The tracker that we are proposing to optimize is not scale invariant. Its performance on a single core degrades with larger frames. We aim to optimize it and measure the performance improvement due to the use of various heterogenous execution resources made available on a modern smart-phone. Smartphones these days come equipped with multi-core CPUs, GPUs, multi-core DSPs and other ASICs. These execution resources would help us to exploit the parallelism in this application.
THE CHALLENGE
-
When compared to a multicore PC equipped with a GPU, a smartphone has lower performance execution resources. This implies that applications that would perform well on a computer would fare much worse on a smartphone. Also, smartphones typically have smaller memories, and also have a lot of background processes which reduce the effective availability of the resources.
-
Since we are using heterogenous computing resources, the speed of execution in the different pipelines differs. One challenge would be to make scheduling decisions so that all the resources are busy and and provide the maximum throughput at low latencies. Also, the interconnects on a smartphone might force the application to be bandwidth-bound
RESOURCES
Intially we plan to use a Moto G4 Plus.

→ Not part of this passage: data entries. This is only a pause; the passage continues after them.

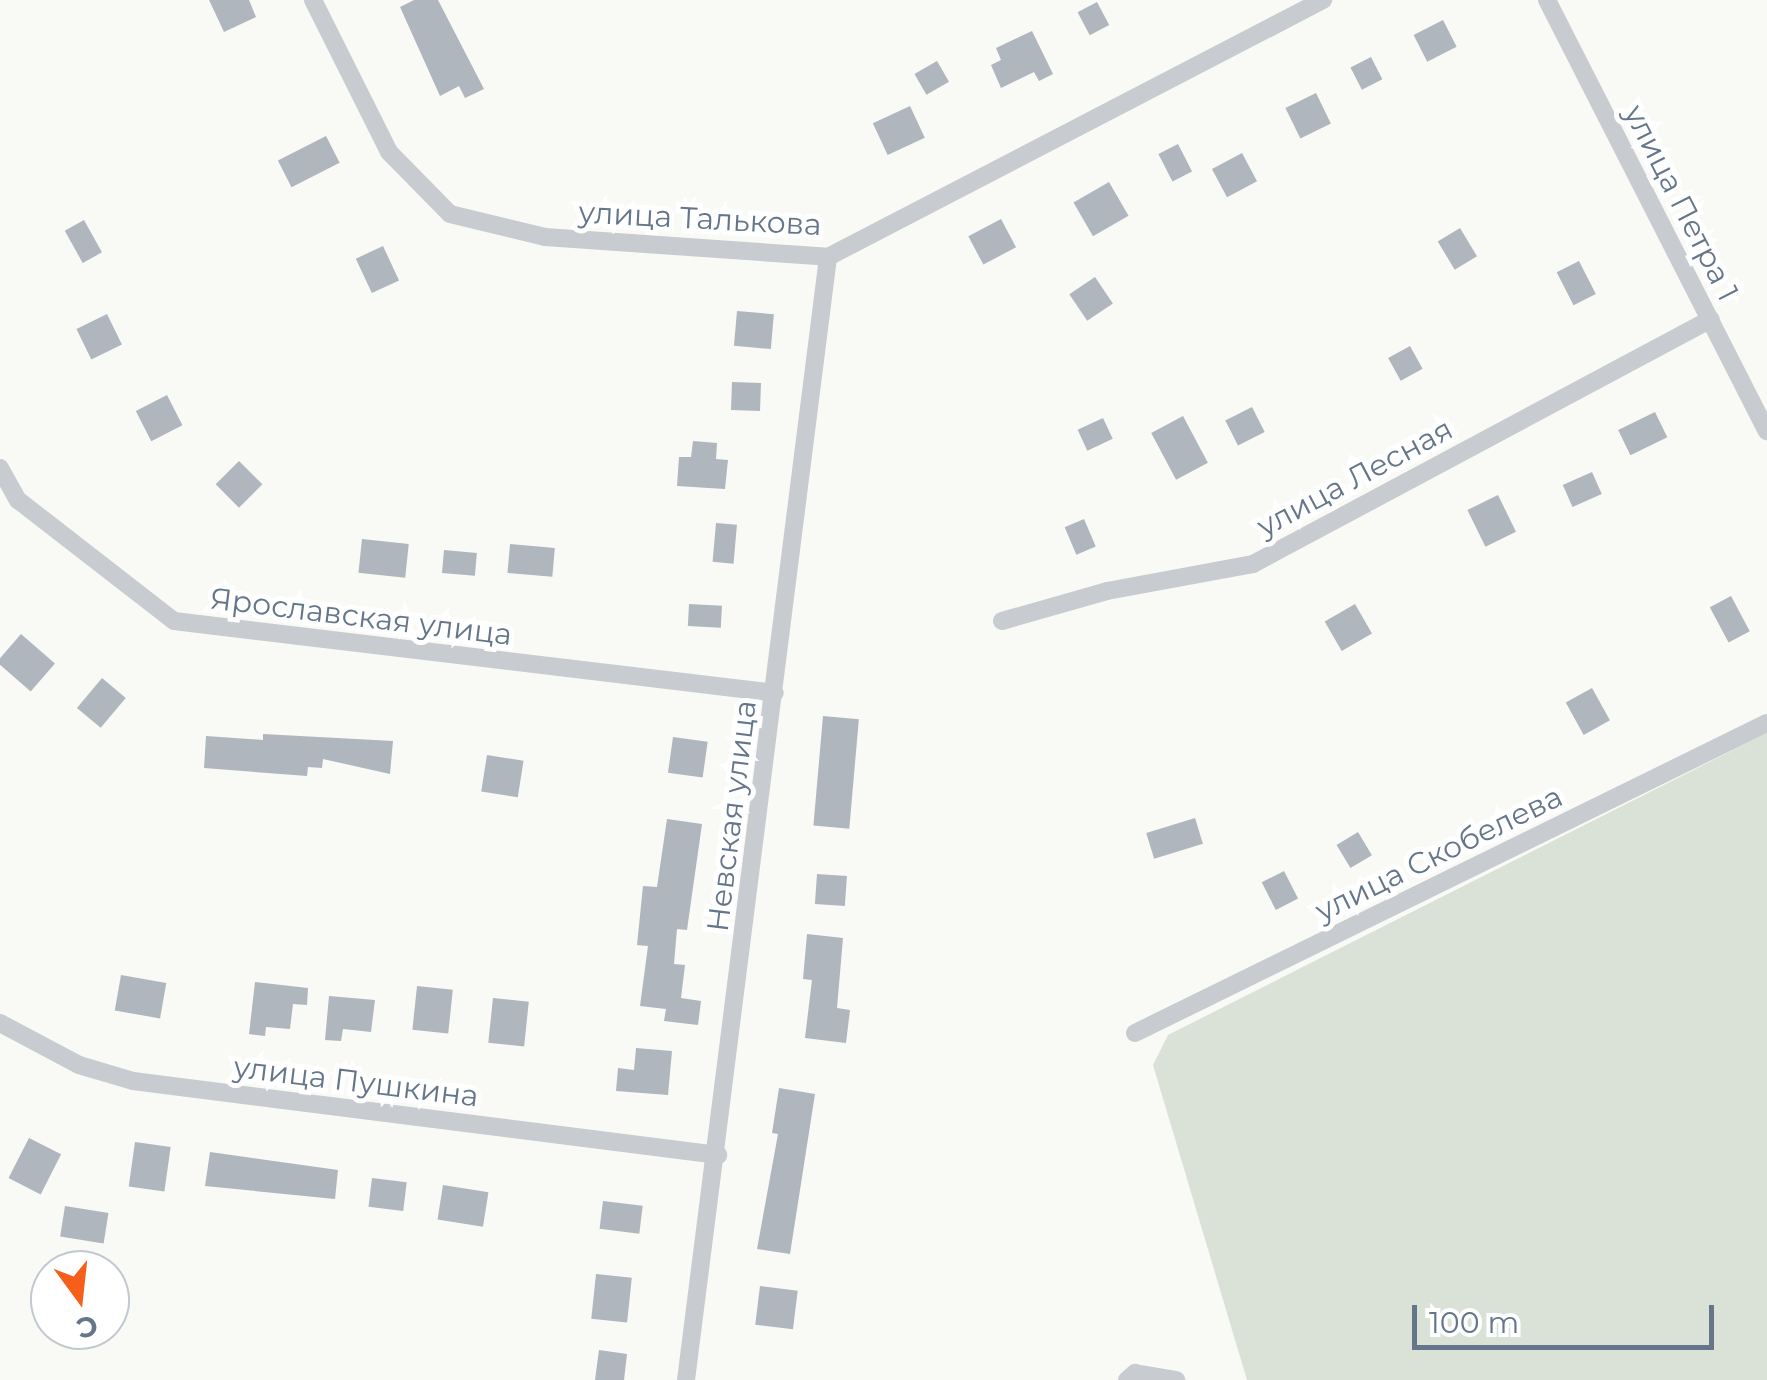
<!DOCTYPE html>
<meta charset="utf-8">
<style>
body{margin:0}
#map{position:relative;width:1767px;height:1380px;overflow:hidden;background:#f9f9f6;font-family:Montserrat,sans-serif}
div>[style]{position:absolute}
.green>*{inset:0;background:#dae1d7}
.building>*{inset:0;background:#afb6be;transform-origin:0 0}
.street>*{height:18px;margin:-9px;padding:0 9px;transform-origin:9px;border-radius:9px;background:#c8ccd0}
span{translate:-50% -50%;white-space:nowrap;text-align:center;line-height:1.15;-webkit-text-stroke:10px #fff;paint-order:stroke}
.street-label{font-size:30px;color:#65768a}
.north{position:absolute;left:30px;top:1250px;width:100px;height:100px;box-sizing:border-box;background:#fff;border:2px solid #c1c8d0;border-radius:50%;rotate:165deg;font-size:28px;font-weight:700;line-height:40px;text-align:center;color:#65768a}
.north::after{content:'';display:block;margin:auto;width:35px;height:45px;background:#f65f19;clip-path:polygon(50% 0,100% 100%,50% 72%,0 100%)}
.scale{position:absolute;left:1412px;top:1305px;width:302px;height:45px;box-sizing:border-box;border:5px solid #65768a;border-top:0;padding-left:12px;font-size:30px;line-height:35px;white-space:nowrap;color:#65768a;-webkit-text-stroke:8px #fff;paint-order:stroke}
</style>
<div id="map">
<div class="green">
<i style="clip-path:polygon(1767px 733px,1767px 1380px,1247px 1380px,1153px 1065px,1168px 1035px)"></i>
</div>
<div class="building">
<i style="clip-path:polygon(209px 0,249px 0,256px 17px,224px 32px)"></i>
<i style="clip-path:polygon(414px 0,438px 0,484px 89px,465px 98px,459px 86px,440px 96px,400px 7px)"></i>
<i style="left:1097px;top:2px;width:26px;height:22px;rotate:62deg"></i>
<i style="left:1443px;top:20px;width:30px;height:33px;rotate:63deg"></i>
<i style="clip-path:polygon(1032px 31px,1053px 74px,1039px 81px,1034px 72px,1001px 88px,991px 65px,1001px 60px,996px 48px)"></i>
<i style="left:1371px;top:57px;width:25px;height:23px;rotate:63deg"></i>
<i style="left:937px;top:61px;width:24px;height:26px;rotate:60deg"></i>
<i style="left:1316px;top:93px;width:34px;height:34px;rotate:64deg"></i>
<i style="left:910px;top:106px;width:35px;height:41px;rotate:65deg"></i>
<i style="left:326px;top:136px;width:30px;height:54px;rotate:63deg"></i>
<i style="left:1178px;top:144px;width:31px;height:22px;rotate:63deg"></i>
<i style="left:1242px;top:153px;width:32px;height:34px;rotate:62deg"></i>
<i style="left:1109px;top:182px;width:39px;height:41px;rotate:60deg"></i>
<i style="left:1001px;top:219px;width:32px;height:37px;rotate:62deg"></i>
<i style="left:84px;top:220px;width:37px;height:22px;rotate:61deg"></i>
<i style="left:1460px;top:228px;width:33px;height:26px;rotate:59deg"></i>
<i style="left:383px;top:246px;width:38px;height:30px;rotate:65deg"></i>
<i style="left:1579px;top:261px;width:37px;height:25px;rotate:63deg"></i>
<i style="left:1095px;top:277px;width:32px;height:31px;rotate:56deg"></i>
<i style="left:737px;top:311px;width:37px;height:35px;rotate:5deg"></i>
<i style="left:107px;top:314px;width:34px;height:34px;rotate:64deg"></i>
<i style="left:1410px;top:346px;width:26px;height:25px;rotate:61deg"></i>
<i style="left:732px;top:382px;width:29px;height:28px;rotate:2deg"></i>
<i style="left:167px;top:395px;width:34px;height:35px;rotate:63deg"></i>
<i style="left:1252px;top:407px;width:28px;height:30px;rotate:63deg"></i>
<i style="left:1655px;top:412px;width:28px;height:41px;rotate:64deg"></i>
<i style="left:1183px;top:416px;width:53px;height:36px;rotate:62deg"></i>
<i style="left:1103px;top:418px;width:23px;height:28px;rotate:65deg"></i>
<i style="clip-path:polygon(693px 441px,717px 443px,716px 459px,728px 460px,725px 489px,677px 486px,679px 457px,691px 457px)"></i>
<i style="left:239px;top:461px;width:33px;height:33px;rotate:45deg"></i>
<i style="left:1592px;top:472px;width:24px;height:32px;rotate:66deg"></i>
<i style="left:1498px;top:495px;width:41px;height:34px;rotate:64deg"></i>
<i style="left:1084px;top:519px;width:30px;height:21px;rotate:67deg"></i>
<i style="left:716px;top:523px;width:21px;height:39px;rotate:5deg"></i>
<i style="left:362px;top:539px;width:47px;height:34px;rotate:6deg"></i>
<i style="left:510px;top:544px;width:45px;height:29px;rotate:5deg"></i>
<i style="left:444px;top:550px;width:33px;height:23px;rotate:5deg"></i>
<i style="left:1731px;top:596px;width:40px;height:24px;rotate:62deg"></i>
<i style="left:689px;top:604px;width:33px;height:22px;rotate:3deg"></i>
<i style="left:1355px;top:604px;width:34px;height:35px;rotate:60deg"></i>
<i style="left:21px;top:634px;width:45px;height:37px;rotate:41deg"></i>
<i style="left:102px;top:678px;width:31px;height:39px;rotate:40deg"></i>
<i style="left:1592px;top:688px;width:37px;height:30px;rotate:61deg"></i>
<i style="left:823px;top:716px;width:36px;height:110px;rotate:5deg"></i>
<i style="clip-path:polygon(263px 734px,393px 741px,390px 774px,323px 759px,322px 768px,308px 767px,307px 776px,204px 768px,206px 736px,263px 740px)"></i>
<i style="left:673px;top:737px;width:35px;height:36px;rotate:8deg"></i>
<i style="left:487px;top:755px;width:37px;height:37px;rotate:9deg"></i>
<i style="left:1195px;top:818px;width:27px;height:51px;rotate:73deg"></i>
<i style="clip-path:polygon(667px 819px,702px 824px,687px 930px,677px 929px,674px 964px,685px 965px,681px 998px,701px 1001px,698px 1025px,664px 1021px,666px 1009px,640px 1006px,648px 946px,637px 945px,643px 886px,657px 887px)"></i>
<i style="left:1358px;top:832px;width:27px;height:25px;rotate:59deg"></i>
<i style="left:1284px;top:871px;width:31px;height:25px;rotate:63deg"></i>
<i style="left:817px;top:874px;width:30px;height:30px;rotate:4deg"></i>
<i style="clip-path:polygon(807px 934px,843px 938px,837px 1008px,850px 1010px,846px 1043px,805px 1038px,812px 980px,803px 979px)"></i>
<i style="left:121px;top:975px;width:46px;height:36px;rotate:10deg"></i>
<i style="clip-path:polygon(255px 982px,308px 988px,307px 1005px,293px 1004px,290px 1029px,266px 1027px,265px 1036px,249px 1034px)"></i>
<i style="left:417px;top:986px;width:36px;height:44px;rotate:6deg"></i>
<i style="clip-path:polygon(329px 996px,375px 1000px,371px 1032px,343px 1029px,341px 1041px,325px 1040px)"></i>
<i style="left:493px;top:998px;width:36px;height:45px;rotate:6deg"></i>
<i style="clip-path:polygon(636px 1048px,672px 1051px,668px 1095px,616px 1091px,618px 1068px,634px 1070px)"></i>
<i style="clip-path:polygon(779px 1088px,815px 1094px,790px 1254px,757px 1249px,778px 1134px,772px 1133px)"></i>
<i style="left:29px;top:1138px;width:36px;height:45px;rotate:27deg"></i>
<i style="left:135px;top:1142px;width:36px;height:45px;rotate:8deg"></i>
<i style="clip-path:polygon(210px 1152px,338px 1170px,335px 1199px,205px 1186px)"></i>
<i style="left:372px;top:1178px;width:35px;height:29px;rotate:7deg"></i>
<i style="left:443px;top:1185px;width:46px;height:35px;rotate:9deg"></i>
<i style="left:603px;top:1201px;width:40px;height:28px;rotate:7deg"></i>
<i style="left:65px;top:1206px;width:44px;height:31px;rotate:9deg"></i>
<i style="left:596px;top:1274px;width:36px;height:45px;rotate:6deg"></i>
<i style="left:760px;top:1286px;width:38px;height:39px;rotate:7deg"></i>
<i style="clip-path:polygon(599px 1350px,627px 1354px,624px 1380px,595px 1380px)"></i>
</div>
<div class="street">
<i style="left:313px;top:0;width:170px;rotate:63.4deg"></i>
<i style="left:389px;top:152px;width:87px;rotate:45.5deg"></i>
<i style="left:450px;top:214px;width:98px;rotate:13.6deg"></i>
<i style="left:545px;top:237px;width:284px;rotate:4deg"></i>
<i style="left:828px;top:257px;width:558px;rotate:-27.44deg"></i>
<i style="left:1547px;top:0;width:484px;rotate:63deg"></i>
<i style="left:0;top:468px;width:37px;rotate:61deg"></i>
<i style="left:18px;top:500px;width:197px;rotate:37.8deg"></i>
<i style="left:174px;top:621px;width:605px;rotate:6.83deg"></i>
<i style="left:1002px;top:621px;width:109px;rotate:-15.9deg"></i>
<i style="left:1107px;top:591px;width:148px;rotate:-10.5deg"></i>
<i style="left:1253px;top:564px;width:519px;rotate:-28.14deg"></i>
<i style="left:0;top:1023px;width:89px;rotate:28deg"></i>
<i style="left:79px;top:1065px;width:56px;rotate:16.5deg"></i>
<i style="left:133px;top:1081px;width:590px;rotate:7.21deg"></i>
<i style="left:1135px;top:1033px;width:704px;rotate:-26.13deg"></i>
<i style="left:686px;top:1380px;width:1132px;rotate:-82.79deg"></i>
<i style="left:1127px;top:1380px;width:11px;rotate:-41deg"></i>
<i style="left:1135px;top:1373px;width:42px;rotate:9.7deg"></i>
</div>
<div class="street-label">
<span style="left:1681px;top:203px;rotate:63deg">улица Петра 1</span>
<span style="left:700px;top:219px;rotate:3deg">улица Талькова</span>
<span style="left:1355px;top:478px;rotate:-28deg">улица Лесная</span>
<span style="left:361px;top:617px;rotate:7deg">Ярославская улица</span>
<span style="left:732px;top:816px;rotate:-83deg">Невская улица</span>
<span style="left:1439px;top:854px;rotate:-26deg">улица Скобелева</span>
<span style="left:356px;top:1082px;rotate:7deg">улица Пушкина</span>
</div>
<div class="north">С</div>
<div class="scale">100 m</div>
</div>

This smartphone has an octa-core ARM CPU (A53), an Adreno 405 GPU, and a Hexagon 546 DSP along with 4 GB RAM. We will use BoofCV as a starting code base. A single-threaded Android implementation is provided by the author, Peter Abeles, which can be parallelized. Adreno and Hexagon SDKs will be used for writing native code kernels in the application.
A paper describing the tracking algorithm can be found here: Exploiting the Circulant Structure of Tracking-by-detection with Kernels
GOALS & DELIVERABLES
Plan to achieve:
Significant speedup over the single threaded implementation, given the number of execution resources.
Hope to achieve:
As we will be speeding up some core modules of the starter code, we hope that this might help us to speed up another algorithm in the application suite.
​
At the final project presentation, we intend to show the performance of the original and the optimized object trackers, along with speedup graphs.
PLATFORM CHOICES
We would be choosing a Qualcomm Snapdragon SoC based smartphone offering multiple ARM cores(each with NEON SIMD units),Adreno GPU, and Hexagon DSP.
The platform we have chosen enables us to experiment with DSPs as well as GPUs. This can help us determine the optimal mix of heterogenous resources that can be used to speedup this application.
SCHEDULE
Week 1
Research about the project. Establish a baseline. [DONE]
Week 2
Incorporate JNI in the application. Deploy OpenCl kernels for GPU computation.
Week 3
Work with DSP to offload some GPU calculations. Intermingle operations between DSP, CPU and GPU.
Week 4
Experiment with different execution resource allocations and profile the application. If possible, extend to another tracking algorithm.
CHECKPOINT UPDATE
SCHEDULE
Week 3 Part 1
Incorporate JNI in application - Ashutosh; Profile Circulant Tracker Functions for identifying bottlenecks - Shreedutt
Week 3 Part 2
OpenCl deployment - Ashutosh; Hexagon deployment - Shreedutt
Week 4 Part 1
OpenCl deployment - Shreedutt; Hexagon deployment - Ashutosh
Week 4 Part 2
Packaging and Incorporting "Nice to haves"
WORK DONE SO FAR
We extracted the Circulant Tracker from the BoofCV suite and have created a desktop version for a benchmark. As this is Java code, we have ported it to Android for replicating the benchmark. This benchmark is currently single threaded. In this benchmark, a video is loaded and an object is tracked across all its frames. The time taken for tracking is measured and reported.
UPDATED GOALS AND DELIVERABLES
We should be able to provide at least the "plan to achieve" part of our proposal. We are running a bit behind schedule due to some intricacies involved in writing JNI compatible Android code.
At the final project presentation, we intend to show the performance of the original and the optimized object trackers, along with speedup graphs.
ISSUES
JNI is painful, and the code around it seems to break. Some documentation about the use of native code and code examples are related to the older Android SDKs. The newer Android SDKs have incorporated features which somehow render these examples useless. This increases the time we have to spend in debugging platform issues.